Back to Changelog

March 10, 2026

Improvement

Introducing kubeadapt-agent: Lightweight Kubernetes Metrics Collector, Rebuilt from Scratch

The original agent is now deprecated. kubeadapt-agent drops every heavyweight dependency, needs only metrics-server, and auto-discovers GPU workloads with a single Deployment.

Introducing kubeadapt-agent: Lightweight Kubernetes Metrics Collector, Rebuilt from Scratch
Ugurcan Caykara
Ugurcan Caykara

Why we rebuilt the agent

The original Kubeadapt agent required Prometheus, OpenCost, node-exporter, and kube-state-metrics before it could collect a single metric. Every cluster needed a full monitoring stack installed up front. Setup was slow, RBAC was complex, and upgrades broke things.
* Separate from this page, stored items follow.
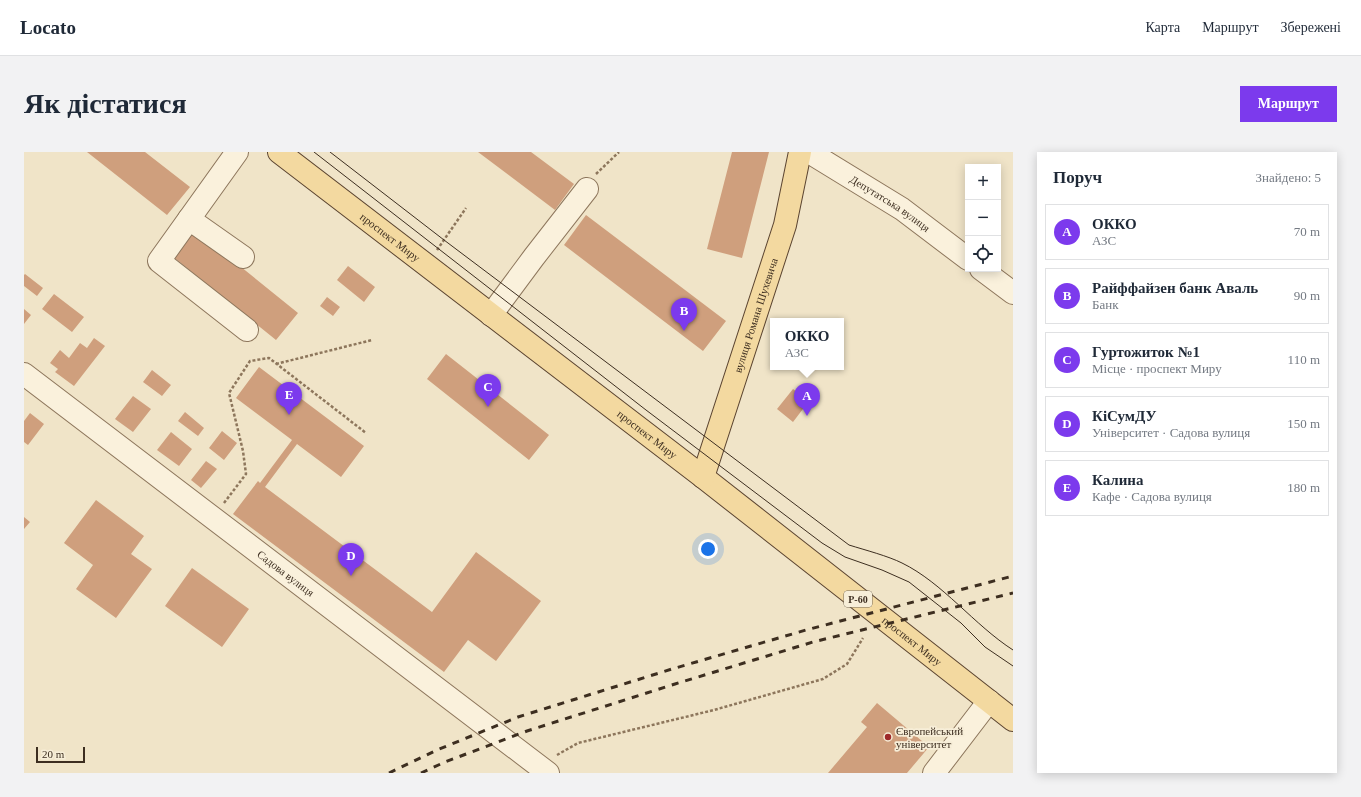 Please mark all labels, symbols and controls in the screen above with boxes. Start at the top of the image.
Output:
text: Locato [20,17,76,38]
text: Карта [1145,20,1180,35]
text: Маршрут [1202,20,1259,35]
text: Збережені [1281,20,1341,35]
button: Маршрут [1240,86,1337,122]
text: Як дістатися [24,88,187,119]
map controls [965,164,1001,272]
button: + [965,164,1001,200]
text: Поруч [1053,168,1102,187]
text: Знайдено: 5 [1256,170,1321,185]
street label: Депутатська вулиця [848,173,932,234]
button: − [965,200,1001,236]
street label: проспект Миру [358,210,423,264]
text: ОККО [1092,216,1137,232]
text: A [1062,224,1072,239]
text: 70 m [1294,224,1320,239]
text: АЗС [1092,233,1116,248]
button: locate [965,236,1001,272]
street label: вулиця Романа Шухевича [731,256,780,374]
text: Райффайзен банк Аваль [1092,280,1258,296]
text: B [1063,288,1071,303]
text: 90 m [1294,288,1320,303]
text: Банк [1092,297,1119,312]
pin: B [671,298,697,331]
popup [770,318,844,370]
text: ОККО [785,328,829,344]
text: Гуртожиток №1 [1092,344,1200,360]
text: АЗС [785,345,809,360]
text: C [1062,352,1072,367]
text: 110 m [1288,352,1320,367]
text: Місце · проспект Миру [1092,361,1222,376]
pin: C [475,374,501,407]
pin: E [276,382,302,415]
pin: A [794,383,820,416]
street label: проспект Миру [615,408,680,461]
text: КіСумДУ [1092,408,1157,424]
text: D [1062,416,1072,431]
text: 150 m [1287,416,1320,431]
text: Університет · Садова вулиця [1092,425,1250,440]
text: Калина [1092,472,1144,488]
text: E [1063,480,1071,495]
text: 180 m [1287,480,1320,495]
text: Кафе · Садова вулиця [1092,489,1212,504]
your location [698,539,718,559]
pin: D [338,543,364,576]
street label: Садова вулиця [255,548,317,599]
road number: Р-60 [844,591,872,607]
street label: проспект Миру [880,614,945,668]
place label: Європейський університет [896,725,963,750]
marker: Європейський університет [883,732,893,742]
scale bar [36,745,85,764]
text: 20 m [42,748,64,760]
kubeadapt-agent is a ground-up rewrite with a single dependency: metrics-server.

What changed

No more Prometheus, OpenCost, node-exporter, kube-state-metrics

All four dependencies are gone. kubeadapt-agent reads resource usage directly from the Kubernetes Metrics API. The only prerequisite is metrics-server.

GPU metrics, automatically

kubeadapt-agent detects NVIDIA GPUs at startup. If dcgm-exporter is running anywhere in your cluster, the agent finds it and starts collecting GPU utilization, memory, temperature, and power draw per device. See the GPU monitoring guide for details.

GPU Sharing Limitations

GPU time-slicing, MPS, and MIG configurations have limited per-workload attribution due to DCGM Exporter constraints. GPU right-sizing works at the node level only in shared GPU setups. See the GPU monitoring guide for specifics.

Real-time collection

The old agent re-fetched every resource on a fixed interval, pulling the same data over and over. kubeadapt-agent uses Kubernetes watch connections: it syncs once at startup, then receives only change events in real time. When a pod scales or a node joins, the agent knows instantly.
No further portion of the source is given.